Although it has been more than 30 years since the official hoopla died down, there is still a palpable excitement for anyone immersed in this area where sports history was made.
There is several ways to slice it: on speed skates, cross country, a horse-drawn sleigh ride, dog sled or the original bobsled run. For me, the thrill of my visit was the chance to test my wits and new GoPro camera.
With temperatures below freezing, it was amusing to meet the aptly named Burr family from Connecticut, on board a leisurely but chilly sleigh ride after the rush of the bobsled moments earlier.
"It was intense, it was a lot of fun but I think I closed my eyes for about 90 percent of it," says John Burr, a member of the family.
Visitor will not be able to keep their eyes closed for long, given the spectacular scenery of the surrounding Adirondacks, especially from the vantage point of the $10 sled dog ride on frozen Mirror Lake. It is situated behind the green-minded and casually comfortable Golden Arrow lakeside resort, where I stayed on a media visit.

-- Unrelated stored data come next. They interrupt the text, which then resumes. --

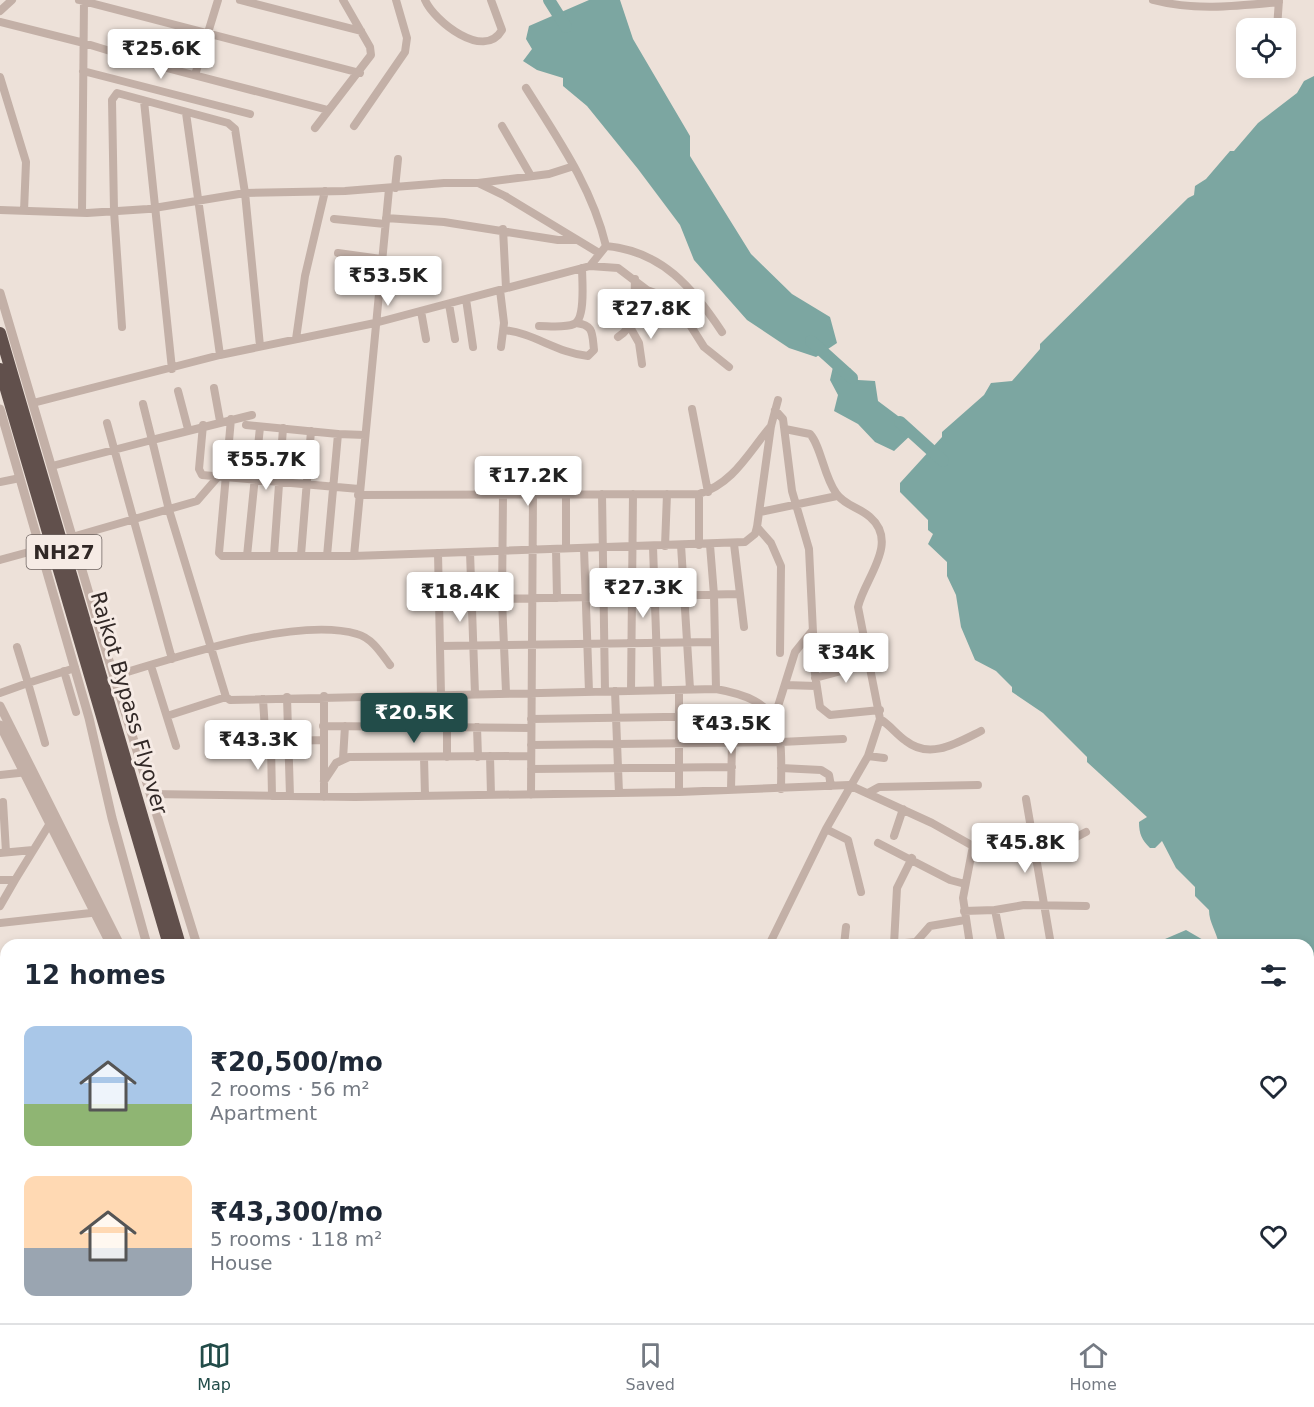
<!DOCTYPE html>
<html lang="en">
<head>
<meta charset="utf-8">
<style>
	body { margin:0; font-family:"DejaVu Sans",sans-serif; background:#f2f2f3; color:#1f2937; height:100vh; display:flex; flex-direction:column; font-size:22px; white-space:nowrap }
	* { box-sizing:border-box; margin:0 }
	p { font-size:20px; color:#747a83 }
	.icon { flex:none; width:33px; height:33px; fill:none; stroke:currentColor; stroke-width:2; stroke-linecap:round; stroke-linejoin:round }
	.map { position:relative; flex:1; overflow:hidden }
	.side { position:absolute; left:0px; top:939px; width:1314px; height:384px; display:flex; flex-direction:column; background:#fff; border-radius:18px 18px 0 0; box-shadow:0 3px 9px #0003 }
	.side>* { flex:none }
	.buttons { position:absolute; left:1236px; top:18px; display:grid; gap:12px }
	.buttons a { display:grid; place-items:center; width:60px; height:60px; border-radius:12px; background:#fff; box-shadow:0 3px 9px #0003; font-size:30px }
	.price { position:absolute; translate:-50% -51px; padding:0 14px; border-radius:6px; background:#fff; color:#222; font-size:20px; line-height:39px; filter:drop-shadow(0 2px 3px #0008) }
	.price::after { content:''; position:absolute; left:50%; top:36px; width:18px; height:14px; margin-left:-9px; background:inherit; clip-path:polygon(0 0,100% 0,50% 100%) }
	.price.selected { background:#224c49; color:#fff }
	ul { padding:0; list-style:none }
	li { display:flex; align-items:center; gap:18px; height:150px; padding:0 24px }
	li span { display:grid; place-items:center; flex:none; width:168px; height:120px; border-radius:12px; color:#555 }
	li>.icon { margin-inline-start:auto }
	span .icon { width:72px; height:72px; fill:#fffc; stroke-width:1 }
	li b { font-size:26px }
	h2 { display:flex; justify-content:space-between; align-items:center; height:72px; padding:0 24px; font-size:26px }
	.tabs { display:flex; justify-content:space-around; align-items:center; height:84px; border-top:2px solid #e0e1e3; background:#fff; font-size:16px; color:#747a83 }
	.tabs a { display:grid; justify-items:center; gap:3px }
	.tabs .selected { color:#224c49 }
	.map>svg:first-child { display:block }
</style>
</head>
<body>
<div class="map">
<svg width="1314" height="1323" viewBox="0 0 1314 1323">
	<rect width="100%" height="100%" fill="#ede1d9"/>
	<!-- water -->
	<path fill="#7ca6a1" d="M589 0H620L633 39 690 136V156L751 254 792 294 830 317 837 343 816 357 789 348 747 320 694 260 680 225 638 169 587 106 563 86V78L537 70 523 61 532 49 526 39 529 26Z
		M1314 76V1066L1309 1080 1308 945H1219C1217 932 1209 923 1209 910L1195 896V887L1176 868 1162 841 1155 848H1150C1142 840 1139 834 1139 822L1147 817 1087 762V757L1043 713 1012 692V687L996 671 975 660 961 627 956 595 947 576V562L928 544 933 534 928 530V520L900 492V483L942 437V432L984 395 991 383 1012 381 1040 349V344L1188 198 1194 195 1195 186 1206 179 1230 151H1234L1258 123 1297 93 1304 81Z
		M833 367 850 368 858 380 875 381 878 401 906 422 913 433 894 451 875 442 858 424 834 411 838 395 830 380Z
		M1186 930 1205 941V945H1165V939Z
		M678 1317H823L821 1319 825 1323H682Z"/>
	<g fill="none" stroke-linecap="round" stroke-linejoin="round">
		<!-- river -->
		<path stroke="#7ca6a1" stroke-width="12" d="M549 0 566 27
			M811 341 852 378
			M900 422 943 461"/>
		<!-- minor -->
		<path stroke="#c3b0a7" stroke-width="8" d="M79 0 360 73
			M240 0 361 31
			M425 0C434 21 484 61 502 30L491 0
			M1153 0C1194 11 1237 6 1279 2
			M0 11 12 0
			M0 22 84 43 159 66 328 110
			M1277 28 1279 0
			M83 71 250 114
			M195 75 218 0
			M0 77 26 162 24 211
			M526 88C558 139 592 187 606 246
			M144 101 172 369
			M186 113 220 355
			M354 126 405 52 407 38 396 0
			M502 126 531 176
			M315 128 371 55 370 47 343 0
			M478 183 549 174 574 166
			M395 188 398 159
			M389 189 354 556 745 542 755 534 757 527 771 426 778 400
			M0 210 87 213 148 209 245 193 345 191 444 183H478L505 196 599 253
			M82 212 84 0
			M386 218 444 222 558 240H577
			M334 219 385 224
			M503 229 506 288
			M606 246C662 251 693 288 722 332
			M338 253 381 259
			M590 266 618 268 647 290 669 298 680 309 704 347 729 367
			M500 290 504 323 501 347
			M466 299 473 347
			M449 304 455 339
			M421 311 426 339
			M539 326C549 326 565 328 574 324 586 319 582 279 582 268
			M122 327 114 211 112 100 117 93 228 123 235 129 245 193 260 346
			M630 327 639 343 642 364
			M504 330C534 333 557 353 588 356L594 350C592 333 594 325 576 323
			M618 337C638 325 634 300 635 279
			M296 339 305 276 325 191
			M214 388 220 421
			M178 391 188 429
			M33 403 220 355 375 323 590 266 606 246
			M143 404 152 440 252 415
			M692 409 708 492
			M775 410 783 419 792 491 809 549 815 674 820 707 830 715 880 710
			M231 419 219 553 222 556H354
			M107 423 172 659
			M203 425 199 469 202 475 359 489
			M246 425 338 434
			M52 466 152 440 169 510 226 697 230 700 716 689C784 701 782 728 781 789
			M0 482 20 478
			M602 494 605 691
			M699 494V545
			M358 495 699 494C734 483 748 453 771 426
			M503 495 502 600 506 692
			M760 512 837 496
			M757 527 771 543 781 566 780 653
			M72 537 197 501 217 478
			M734 544 744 627
			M681 545 690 689
			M710 545 714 595 716 689
			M665 546 667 494
			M653 547 658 690
			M566 548V493
			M584 548 589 692
			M556 549 557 598
			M470 552 475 694
			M438 553 441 695
			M274 555 283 428
			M301 555 311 431
			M247 556 260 427
			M327 556 338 434 365 435
			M0 560 40 549
			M439 600 740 594
			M440 646 715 642
			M151 666 176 746
			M64 671 76 712
			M114 676C175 658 296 616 357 634 372 638 381 653 390 665
			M815 678 868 664
			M785 685 816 686
			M615 691 619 793
			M631 691 633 494
			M0 693 28 683 17 647
			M324 696V797
			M421 696 422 726
			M287 697 290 796
			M263 699 265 731
			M167 716 226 697
			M531 719 731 716
			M774 719 795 652 812 631
			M880 719C890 725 896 734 906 741 930 760 957 743 981 731
			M323 726 531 728
			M477 727 478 757
			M289 741 323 740
			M45 743 28 683 75 668
			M271 745 272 796
			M531 745 781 742 843 739
			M490 756 491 795
			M868 756 884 758
			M424 757 425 796
			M447 757V727
			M343 759 345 726
			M781 768 821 770 829 775 831 786
			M531 769 732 767
			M0 775 28 772
			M324 781 336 763 349 757 531 756
			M731 790 732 742
			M679 792V690
			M868 793 879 787 978 785
			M150 794 355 797 679 792 849 785 932 823 973 846 991 852H1013L1065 843 1086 832
			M531 795 533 494
			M1026 799 1051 945
			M3 802 6 852
			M826 829 848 840 861 892
			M894 836 903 809
			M878 843 950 880 965 884
			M0 853 33 850
			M0 880H15L52 820
			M0 906 15 880
			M995 910 1002 945
			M964 911 995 910 1024 905 1086 906
			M0 923 100 912
			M894 944 897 888 912 858
			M769 945 826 829 868 756 880 719 858 607C864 579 900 543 870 517 859 507 845 506 836 493 824 477 821 446 810 434L785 429
			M844 945 846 927
			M884 945 916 942 930 926 965 920
			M970 945 963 898 973 846
			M0 968H6
			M0 1030 6 1026
			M0 1040 6 1051
			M0 1085 6 1094
			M0 1117 6 1111
			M0 1260H6
			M0 1291 6 1290
			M132 1317V1323
			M183 1317V1323
			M535 1317 538 1323
			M578 1317 580 1323
			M673 1317 674 1323
			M3 1323 6 1311
			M26 1323V1317
			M50 1323 51 1317
			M110 1323 111 1317
			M196 1323 215 1317
			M889 1323 896 1317"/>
		<!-- tertiary -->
		<path stroke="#c3b0a7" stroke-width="9" d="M0 293 103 641 197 945
			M0 409 89 718 112 818 147 945
			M0 706 120 945
			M0 725 111 945
			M0 1130 6 1131
			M0 1140 6 1142
			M257 1317 259 1323
			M305 1317 307 1323"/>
		<!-- secondary -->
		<path stroke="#967f79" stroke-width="10" d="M1308 1109 1314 1110
			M466 1323 476 1317
			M489 1323 499 1317"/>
		<!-- trunk -->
		<path stroke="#61504c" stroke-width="12" d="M0 333 180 945
			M0 369 169 945
			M278 1317 280 1323
			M289 1317 290 1323"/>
	</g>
	<g text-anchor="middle" stroke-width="6" stroke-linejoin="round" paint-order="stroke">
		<!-- shield labels -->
		<rect fill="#f6ebe5" stroke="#6c625f" stroke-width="1.5" x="26.5" y="535" width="75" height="34" rx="4.5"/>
		<g font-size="20" font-weight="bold" fill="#312826">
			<text x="64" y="559">NH27</text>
		</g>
		<!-- street labels -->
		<g font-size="21" fill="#312826" stroke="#f6ebe5">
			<text transform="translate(129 703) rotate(74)" y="7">Rajkot Bypass Flyover</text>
		</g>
	</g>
</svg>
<div class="buttons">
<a><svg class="icon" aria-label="locate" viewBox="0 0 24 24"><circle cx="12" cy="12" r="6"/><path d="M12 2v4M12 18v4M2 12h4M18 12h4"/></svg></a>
</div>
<b class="price" style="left:161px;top:80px">₹25.6K</b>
<b class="price" style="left:388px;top:307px">₹53.5K</b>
<b class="price" style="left:651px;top:340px">₹27.8K</b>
<b class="price" style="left:266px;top:491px">₹55.7K</b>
<b class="price" style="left:528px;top:507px">₹17.2K</b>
<b class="price" style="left:643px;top:619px">₹27.3K</b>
<b class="price" style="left:460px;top:623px">₹18.4K</b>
<b class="price" style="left:846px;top:684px">₹34K</b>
<b class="price selected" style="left:414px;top:744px">₹20.5K</b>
<b class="price" style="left:731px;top:755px">₹43.5K</b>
<b class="price" style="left:258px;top:771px">₹43.3K</b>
<b class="price" style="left:1025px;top:874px">₹45.8K</b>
<section class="side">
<h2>12 homes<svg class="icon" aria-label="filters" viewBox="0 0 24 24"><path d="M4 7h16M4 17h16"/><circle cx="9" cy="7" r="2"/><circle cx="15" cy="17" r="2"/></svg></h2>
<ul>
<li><span style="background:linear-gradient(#a9c7e8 65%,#8fb573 0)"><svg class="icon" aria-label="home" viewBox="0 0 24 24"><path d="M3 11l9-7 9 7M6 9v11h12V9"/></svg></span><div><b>₹20,500/mo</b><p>2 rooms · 56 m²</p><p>Apartment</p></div><svg class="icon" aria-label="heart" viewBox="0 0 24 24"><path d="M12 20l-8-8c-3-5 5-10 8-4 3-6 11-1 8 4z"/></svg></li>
<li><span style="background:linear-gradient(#ffd9b3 60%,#9aa5b1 0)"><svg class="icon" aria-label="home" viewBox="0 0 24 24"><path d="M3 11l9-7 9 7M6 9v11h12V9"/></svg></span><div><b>₹43,300/mo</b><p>5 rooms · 118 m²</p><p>House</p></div><svg class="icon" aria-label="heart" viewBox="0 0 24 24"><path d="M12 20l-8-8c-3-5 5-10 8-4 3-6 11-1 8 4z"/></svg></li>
</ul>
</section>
</div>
<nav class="tabs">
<a class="selected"><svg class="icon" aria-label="map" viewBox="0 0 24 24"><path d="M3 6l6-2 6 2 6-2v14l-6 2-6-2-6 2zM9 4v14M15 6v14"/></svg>Map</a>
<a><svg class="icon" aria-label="saved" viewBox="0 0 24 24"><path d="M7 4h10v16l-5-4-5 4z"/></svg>Saved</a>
<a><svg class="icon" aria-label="home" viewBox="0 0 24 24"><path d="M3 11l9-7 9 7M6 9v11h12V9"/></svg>Home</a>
</nav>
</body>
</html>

A quick and affordable way to get the lay of the land is with the Olympic Sites Passport for $32, featuring visits to a variety of Olympic venues. The bobsled is an extra $80 for adults and $70 for kids 12 and under. Sleigh rides are $48 for adults, and kids are cheaper depending on age.
Travelers can drive to Lake Placid in under five hours from New York City, take Amtrak or fly into Albany, then rent a car and drive another two hours.